[Collected data]
__________
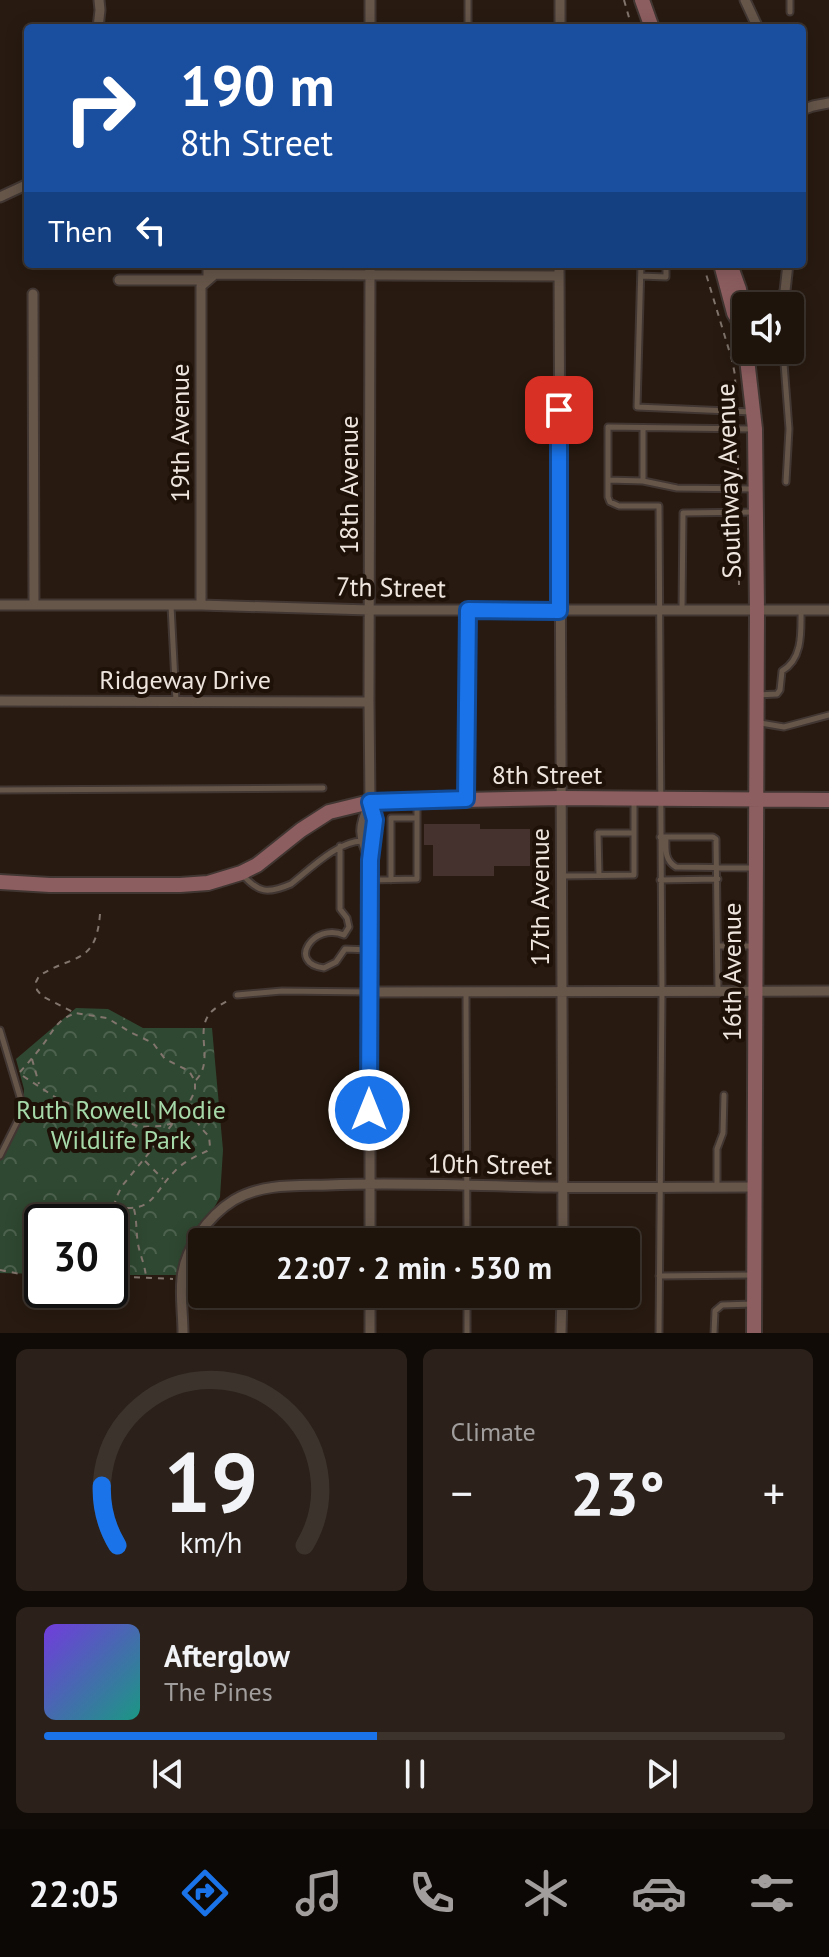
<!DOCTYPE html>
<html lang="en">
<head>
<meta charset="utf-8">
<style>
  body { margin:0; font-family:"PT Sans",sans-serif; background:#2b211a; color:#f1f3f6; height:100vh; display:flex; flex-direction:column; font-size:30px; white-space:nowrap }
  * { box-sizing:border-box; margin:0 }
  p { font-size:26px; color:#a19e9d }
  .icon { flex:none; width:44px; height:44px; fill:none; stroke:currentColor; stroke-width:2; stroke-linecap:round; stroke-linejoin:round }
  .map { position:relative; height:1333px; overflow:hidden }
  .side { display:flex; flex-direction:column; gap:16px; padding:16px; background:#100b07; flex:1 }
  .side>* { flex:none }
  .banner { position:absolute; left:24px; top:24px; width:782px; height:244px; border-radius:8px; box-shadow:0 4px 20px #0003,0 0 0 2px #3c332d; background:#1a4fa0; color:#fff; overflow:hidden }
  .controls { position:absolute; left:732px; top:292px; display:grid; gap:16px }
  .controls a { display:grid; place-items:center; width:72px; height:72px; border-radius:8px; background:#1e140c; box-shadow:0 4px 20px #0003,0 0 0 2px #3c332d; font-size:40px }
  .speed { position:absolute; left:24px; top:1204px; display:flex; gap:16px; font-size:40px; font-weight:700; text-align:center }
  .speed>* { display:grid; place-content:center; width:104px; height:104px; border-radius:50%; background:#1e140c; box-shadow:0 4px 20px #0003,0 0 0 2px #3c332d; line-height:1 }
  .speed .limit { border:4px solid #111; border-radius:12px; background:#fff; color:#111 }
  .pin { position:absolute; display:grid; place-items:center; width:68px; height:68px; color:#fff; margin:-34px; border-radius:16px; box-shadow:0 4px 12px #0006 }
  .me { position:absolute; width:88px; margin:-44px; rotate:0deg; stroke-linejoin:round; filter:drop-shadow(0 0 6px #0008) }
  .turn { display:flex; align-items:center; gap:28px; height:168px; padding:0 24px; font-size:36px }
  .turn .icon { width:104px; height:104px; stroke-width:2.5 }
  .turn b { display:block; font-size:56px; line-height:68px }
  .then { display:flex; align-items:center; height:76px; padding:0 24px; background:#0003; gap:16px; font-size:30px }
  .big { font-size:60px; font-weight:600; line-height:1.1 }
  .side .card { flex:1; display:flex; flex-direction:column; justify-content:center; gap:12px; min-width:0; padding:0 28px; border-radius:12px; background:#2b211a }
  .side .dial { align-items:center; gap:0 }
  .dial svg { height:208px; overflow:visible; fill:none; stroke:#3c332d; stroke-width:7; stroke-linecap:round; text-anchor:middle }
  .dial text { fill:#f1f3f6; stroke:none }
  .song { display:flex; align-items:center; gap:24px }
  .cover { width:96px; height:96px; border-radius:12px; background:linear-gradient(135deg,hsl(260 70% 55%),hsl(170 70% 35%)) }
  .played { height:8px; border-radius:4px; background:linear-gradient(90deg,#1a73e8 45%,#3c332d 45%) }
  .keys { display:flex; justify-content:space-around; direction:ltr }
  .heat { display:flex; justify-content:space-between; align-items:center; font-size:44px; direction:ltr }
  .side .tiles { flex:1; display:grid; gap:16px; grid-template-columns:1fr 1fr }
  .card:last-child { grid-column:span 2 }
  .trip { position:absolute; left:188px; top:1228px; width:452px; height:80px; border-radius:8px; background:#1e140c; box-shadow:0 4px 20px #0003,0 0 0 2px #3c332d; font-weight:600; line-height:80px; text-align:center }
  .dock { display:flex; height:128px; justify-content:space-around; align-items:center; background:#0c0805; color:#a19e9d }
  .dock .icon { width:56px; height:56px }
  .dock .on { color:#1a73e8 }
  .dock b { font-size:36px; color:#f1f3f6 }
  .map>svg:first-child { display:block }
  .park { fill:url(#park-crowns) }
  .building { fill:#45322e }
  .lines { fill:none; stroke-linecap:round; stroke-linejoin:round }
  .lane-casing { stroke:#413632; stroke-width:9 }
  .street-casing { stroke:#413632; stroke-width:13 }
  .secondary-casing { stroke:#413632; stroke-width:18 }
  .path { stroke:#81756d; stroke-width:2; stroke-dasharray:6 6; stroke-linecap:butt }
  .lane { stroke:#66564a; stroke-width:5 }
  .street { stroke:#66564a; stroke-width:9 }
  .secondary { stroke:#8d5e60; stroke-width:14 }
  .route-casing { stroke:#114b97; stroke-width:20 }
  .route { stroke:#1a73e8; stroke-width:14 }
  .labels { text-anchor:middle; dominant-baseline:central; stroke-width:8; stroke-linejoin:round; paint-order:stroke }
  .street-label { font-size:26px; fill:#eee5de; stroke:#1e1107 }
  .park-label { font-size:26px; fill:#a6d9a9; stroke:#1e1107 }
</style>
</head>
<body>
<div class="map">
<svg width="829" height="1333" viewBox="0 0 829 1333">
  <defs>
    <pattern id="park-crowns" width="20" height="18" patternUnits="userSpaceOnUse" patternTransform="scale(2)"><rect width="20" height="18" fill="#2f4831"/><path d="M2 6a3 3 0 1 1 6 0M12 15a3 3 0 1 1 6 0" fill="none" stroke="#4d624e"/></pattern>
  </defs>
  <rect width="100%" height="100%" fill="#281a10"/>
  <!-- park -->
  <path class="park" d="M76,1008L108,1009L143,1028H212L223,1150L220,1197L177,1275H110V1222H42V1274L0,1273V1156L23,1107L24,1089L16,1059Z"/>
  <!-- building -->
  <path class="building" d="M424,824H480V829H530V866H494V876H433V845H424Z"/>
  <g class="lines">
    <defs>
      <path id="lane" d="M790,0V12
        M468,28V0
        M583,28H589
        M641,264L637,407L752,412
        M641,276L666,277V264
        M783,350L789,429L786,482
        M608,480L643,481V428
        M643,481L677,488L753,489
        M171,606L176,701
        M682,610L683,513L755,512
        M758,695L777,694L780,690L782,671C803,659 801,632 801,611
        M760,723L784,727L829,715
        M0,790L323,788
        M466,797L468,611
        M660,837H713L716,839L718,991
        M666,837C666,849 664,860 676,867L754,868
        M340,846V909L347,918L349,927L344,935C314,922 286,963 324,968L336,962L345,949L370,950
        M242,874C258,893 268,894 291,884C310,869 338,841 362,841
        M599,875L598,833H634
        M562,876L634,875V800
        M370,880L417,879V805
        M391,880V818H417
        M660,880L718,879
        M718,946H753
        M466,993L467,1242
        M237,995L282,991L368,992
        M0,1030L23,1107L21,1114L0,1156
        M717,1187V1149L723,1133L724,1095
        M659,1276L753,1275
        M467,1333V1294
        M659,1333L662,993L659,506H619L610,502L608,497V427L751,429
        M714,1333L715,1311L722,1305L753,1304"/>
      <path id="street" d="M745,0L758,28
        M98,28L100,10L99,0
        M370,28V0
        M560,28V0
        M802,110L813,106L829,103
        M0,197L28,184
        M559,264L563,1242
        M119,280H208L215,274L559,276
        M33,294L34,604
        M776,306L785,291L788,264
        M0,605H201L369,610H829
        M201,605V286L208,280V264
        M0,701L369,702
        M370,803C358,829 360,834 370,860
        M369,992L829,991
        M370,1242V860L375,820L370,802L369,702L370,264
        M370,1294V1333
        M183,1333C183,1315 180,1296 182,1278C185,1248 208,1216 234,1200C263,1183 297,1186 329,1185C402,1182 475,1186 548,1187C617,1188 685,1187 754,1187
        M561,1333L562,1294"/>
      <path id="secondary" d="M642,0L652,28
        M721,264L734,313L742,326
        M730,264L739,289L744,314L742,326L746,348
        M746,350L755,429L757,611L754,1333
        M0,882L50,885H180L208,883L241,873L257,865L301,830L329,812L370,802L561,798L829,800"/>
    </defs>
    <!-- lane casing -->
    <use href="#lane" class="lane-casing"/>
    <!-- street casing -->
    <use href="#street" class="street-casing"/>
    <!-- secondary casing -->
    <use href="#secondary" class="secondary-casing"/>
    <!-- path -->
    <path class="path" d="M624,0L632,28
      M703,264L732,360L735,375L736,402
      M738,482V436
      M738,520L739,585
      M100,914C96,966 72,954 39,976L36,982L37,990L42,996L75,1013L107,1018L132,1033L153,1043L165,1059L189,1071L195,1081V1091L188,1105L122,1186L117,1196L109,1222
      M32,1059L39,1084
      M20,1072C27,1064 35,1055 42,1046C52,1033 57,1019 74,1014
      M23,1076L61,1101L98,1111L140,1127L163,1126L173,1123
      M196,1080C214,1061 196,1035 208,1016C212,1009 222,1004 229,1000
      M145,1161L163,1179
      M115,1207C154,1213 152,1194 175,1171C183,1162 196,1156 207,1151L210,1147L209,1136C200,1129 196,1117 187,1111
      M134,1209C137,1221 136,1232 138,1244C140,1255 145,1265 146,1277
      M0,1270L20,1274L42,1272
      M110,1276L173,1279"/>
    <!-- lane -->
    <use href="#lane" class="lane"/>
    <!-- street -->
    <use href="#street" class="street"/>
    <!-- secondary -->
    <use href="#secondary" class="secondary"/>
  </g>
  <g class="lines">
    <defs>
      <path id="route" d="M369,1110L370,860L375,820L370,802L466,799L468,610L559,611V410"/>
    </defs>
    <!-- route casing -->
    <use href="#route" class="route-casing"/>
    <!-- route -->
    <use href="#route" class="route"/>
  </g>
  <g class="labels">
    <!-- street labels -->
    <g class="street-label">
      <text transform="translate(179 433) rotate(-90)">19th Avenue</text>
      <text transform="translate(728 481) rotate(-92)">Southway Avenue</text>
      <text transform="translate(348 485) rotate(-90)">18th Avenue</text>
      <text transform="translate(391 587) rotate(1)">7th Street</text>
      <text x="185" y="679">Ridgeway Drive</text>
      <text x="547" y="774">8th Street</text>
      <text transform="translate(539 897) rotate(-90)">17th Avenue</text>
      <text transform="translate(731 972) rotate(-90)">16th Avenue</text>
      <text transform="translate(490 1164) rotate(1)">10th Street</text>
    </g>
    <!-- park labels -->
    <g class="park-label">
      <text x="121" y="1109">Ruth Rowell Modie<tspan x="121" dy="30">Wildlife Park</tspan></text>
    </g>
  </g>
</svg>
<div class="controls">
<a><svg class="icon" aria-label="sound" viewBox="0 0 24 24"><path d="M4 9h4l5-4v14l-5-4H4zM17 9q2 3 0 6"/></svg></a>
</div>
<div class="speed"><div class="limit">30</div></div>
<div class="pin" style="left:559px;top:410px;background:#d93025"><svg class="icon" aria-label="arrive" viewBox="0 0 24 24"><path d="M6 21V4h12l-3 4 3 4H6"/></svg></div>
<svg class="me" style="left:369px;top:1110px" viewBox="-20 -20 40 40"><circle r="17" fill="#1a73e8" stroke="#fff" stroke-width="3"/><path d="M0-11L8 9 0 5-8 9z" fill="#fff"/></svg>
<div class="trip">22:07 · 2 min · 530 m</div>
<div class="banner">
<div class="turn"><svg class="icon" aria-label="right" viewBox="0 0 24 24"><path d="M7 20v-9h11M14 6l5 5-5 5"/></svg><div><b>190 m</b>8th Street</div></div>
<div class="then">Then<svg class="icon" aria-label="left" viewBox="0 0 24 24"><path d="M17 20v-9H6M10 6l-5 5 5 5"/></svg></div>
</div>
</div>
<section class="side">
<div class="tiles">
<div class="card dial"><svg viewBox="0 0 100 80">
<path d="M14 69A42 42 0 1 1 86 69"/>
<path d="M14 69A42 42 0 0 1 8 46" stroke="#1a73e8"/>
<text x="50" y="56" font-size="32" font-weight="700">19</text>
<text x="50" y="72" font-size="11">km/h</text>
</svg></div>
<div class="card"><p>Climate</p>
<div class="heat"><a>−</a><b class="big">23°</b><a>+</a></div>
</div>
<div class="card">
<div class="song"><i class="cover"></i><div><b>Afterglow</b><p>The Pines</p></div></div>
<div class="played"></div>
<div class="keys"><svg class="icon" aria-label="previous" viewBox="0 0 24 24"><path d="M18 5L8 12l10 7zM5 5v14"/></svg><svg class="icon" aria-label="pause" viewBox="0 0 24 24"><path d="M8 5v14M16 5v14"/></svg><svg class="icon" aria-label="next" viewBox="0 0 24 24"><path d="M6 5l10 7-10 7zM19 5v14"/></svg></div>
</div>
</div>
</section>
<nav class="dock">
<b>22:05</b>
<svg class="icon on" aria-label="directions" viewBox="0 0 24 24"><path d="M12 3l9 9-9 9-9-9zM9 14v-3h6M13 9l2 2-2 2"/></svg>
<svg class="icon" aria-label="music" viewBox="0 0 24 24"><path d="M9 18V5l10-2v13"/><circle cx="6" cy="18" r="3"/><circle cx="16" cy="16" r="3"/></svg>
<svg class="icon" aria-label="phone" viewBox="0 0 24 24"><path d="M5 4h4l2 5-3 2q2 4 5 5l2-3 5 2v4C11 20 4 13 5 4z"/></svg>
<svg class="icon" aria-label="climate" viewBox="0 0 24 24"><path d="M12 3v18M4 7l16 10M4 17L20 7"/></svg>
<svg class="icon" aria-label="car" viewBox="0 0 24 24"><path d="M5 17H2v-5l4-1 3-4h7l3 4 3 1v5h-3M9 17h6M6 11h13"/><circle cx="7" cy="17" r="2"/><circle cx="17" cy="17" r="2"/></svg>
<svg class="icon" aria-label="filters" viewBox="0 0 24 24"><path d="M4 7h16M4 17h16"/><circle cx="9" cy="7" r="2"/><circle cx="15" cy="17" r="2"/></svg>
</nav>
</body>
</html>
__________
◆ Task prompt ◆
Some lines above hold the word "cover". Copy all of them.

◆ Solution to the problem ◆
  .cover { width:96px; height:96px; border-radius:12px; background:linear-gradient(135deg,hsl(260 70% 55%),hsl(170 70% 35%)) }
<div class="song"><i class="cover"></i><div><b>Afterglow</b><p>The Pines</p></div></div>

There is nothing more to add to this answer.